The awards recognise farmers who produce the nation’s best milk based on bulk milk cell count (BMCC). Gold Awards recognise the ‘top 100’ dairy farmers nationwide for milk quality, while Silver Awards are given to the top five per cent of producers.
Dairy Australia managing director Dr David Nation congratulated the 2019 winners.
“You can’t achieve an award like this without focus across the year on milk quality. For many farmers, it reflects dedication over many years to get to this level.
These awards recognise the quality and safety of Australian milk that all farmers should take pride in,” Dr Nation said.
A focus on a low BMCC in milk production helps farmers prevent mastitis in their herd and can boost profitability, as producers are often paid a premium for qualifying milk by dairy processors.
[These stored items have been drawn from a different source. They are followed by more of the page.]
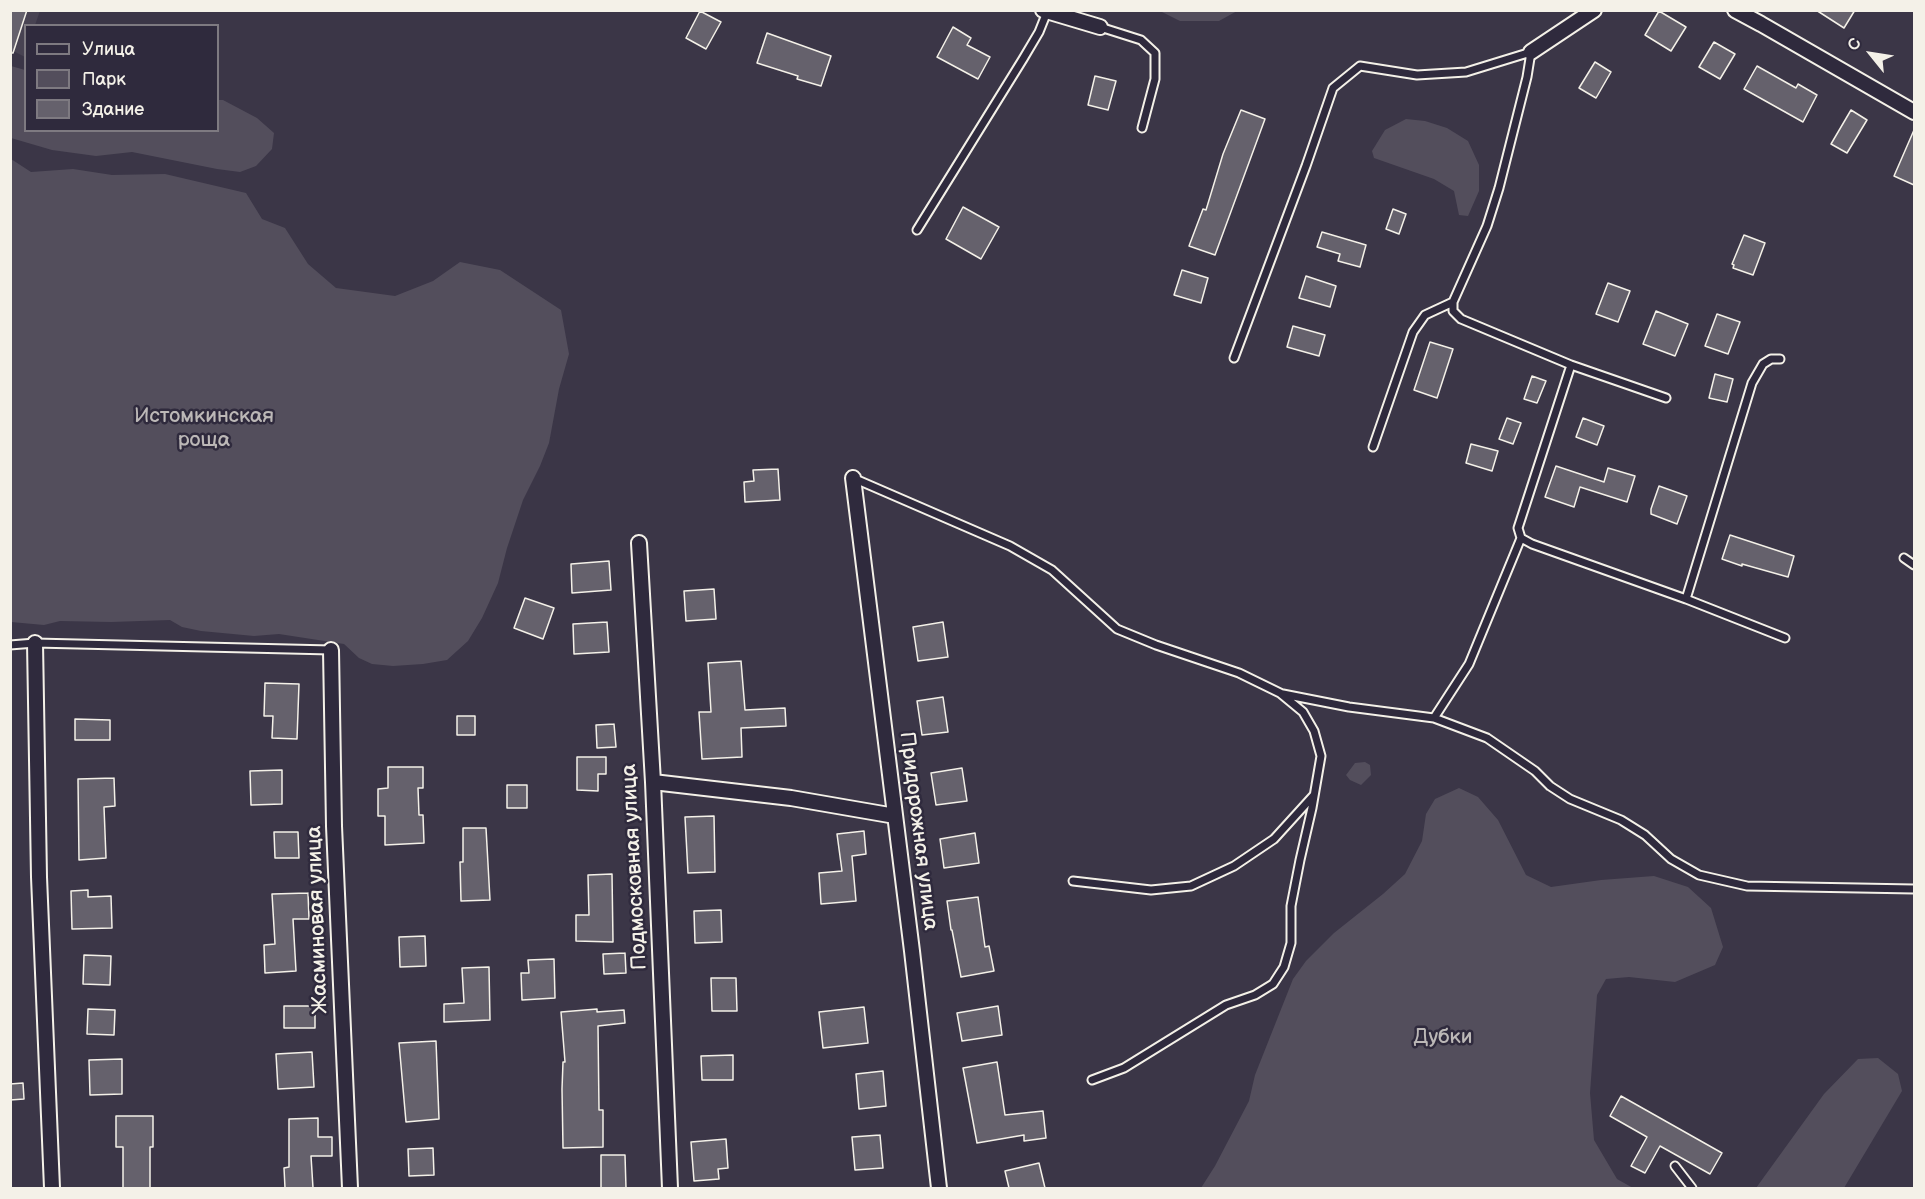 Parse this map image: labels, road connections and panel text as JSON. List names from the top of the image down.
{
  "streets": {
    "street": ["Придорожная улица", "Подмосковная улица", "Жасминовая улица"]
  },
  "parks": ["Истомкинская роща", "Дубки"],
  "legend": ["Улица", "Парк", "Здание"],
  "north": "top left"
} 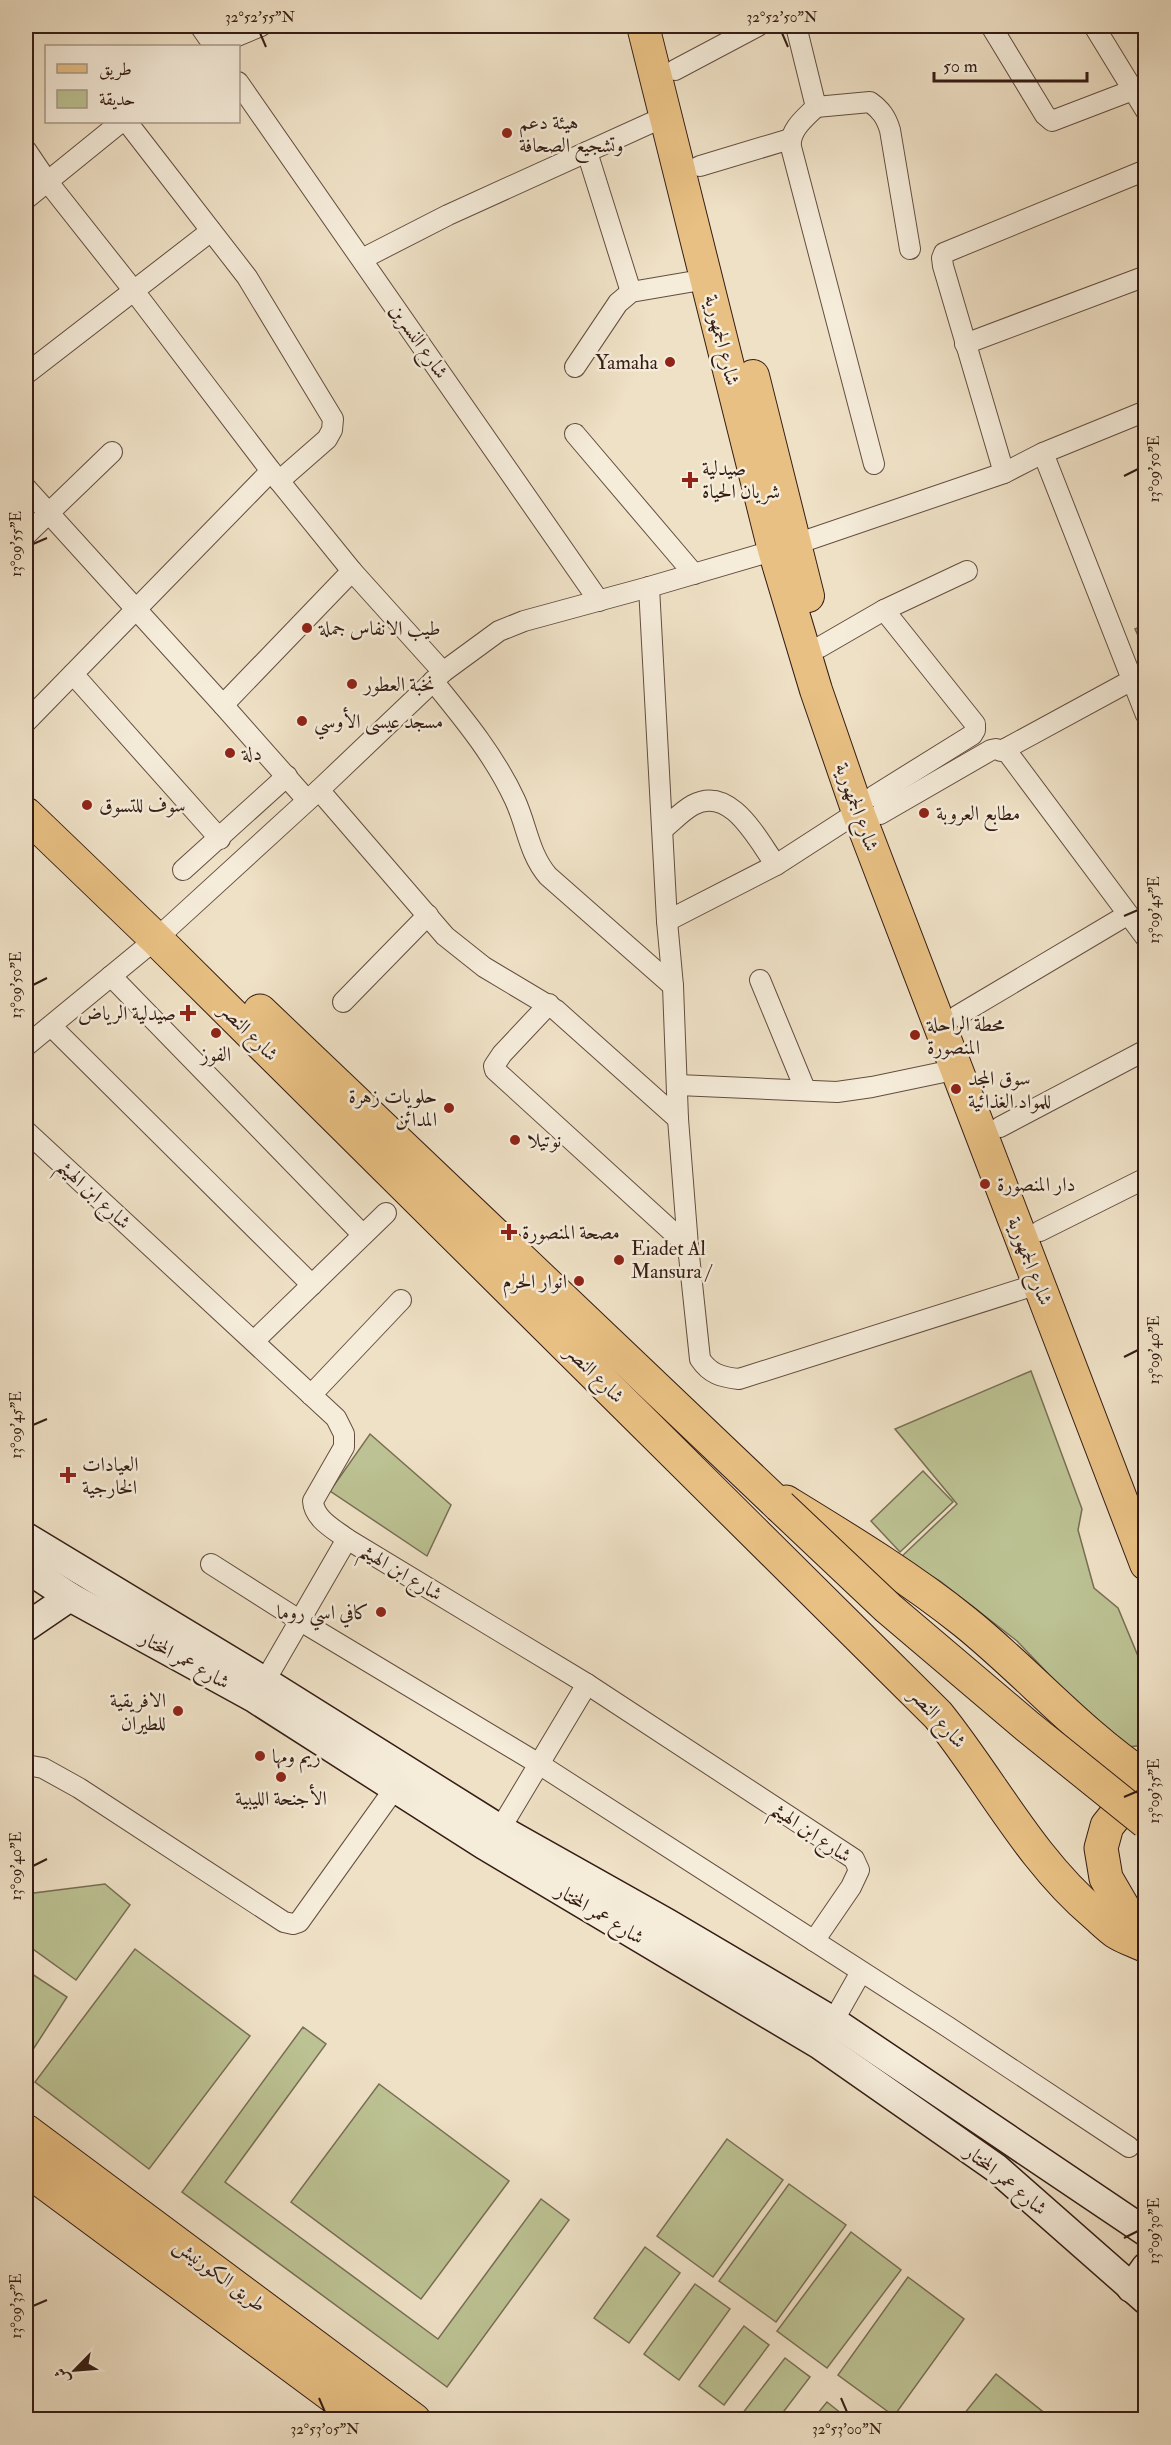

Dairy Australia analysis has found that a farmer milking 300 cows who lowers their BMCC from 300,000 to 200,000 would be financially better off to the tune of $35,700 per year.
Dr Nation said Dairy Australia supports farmers to build their skills through its network of eight Regional Development Programs around the country, which run workshops and events to assist farmers to upskill themselves and their farm workers.
“Dairy farmers can improve milk quality by attending training courses nationwide, available through our Regional Development Programs,” Dr Nation said.
“Farmers can also access a range of resources online to improve their milk quality by visiting Dairy Australia’s website and using services like DataGene.”
Data for the Milk Quality Awards is supplied to Dairy Australia by dairy companies across the country.
To be eligible, dairy farms must have data for a minimum of nine months in a calendar year. Monthly averages are then used to calculate the annual average BMCC for each farm.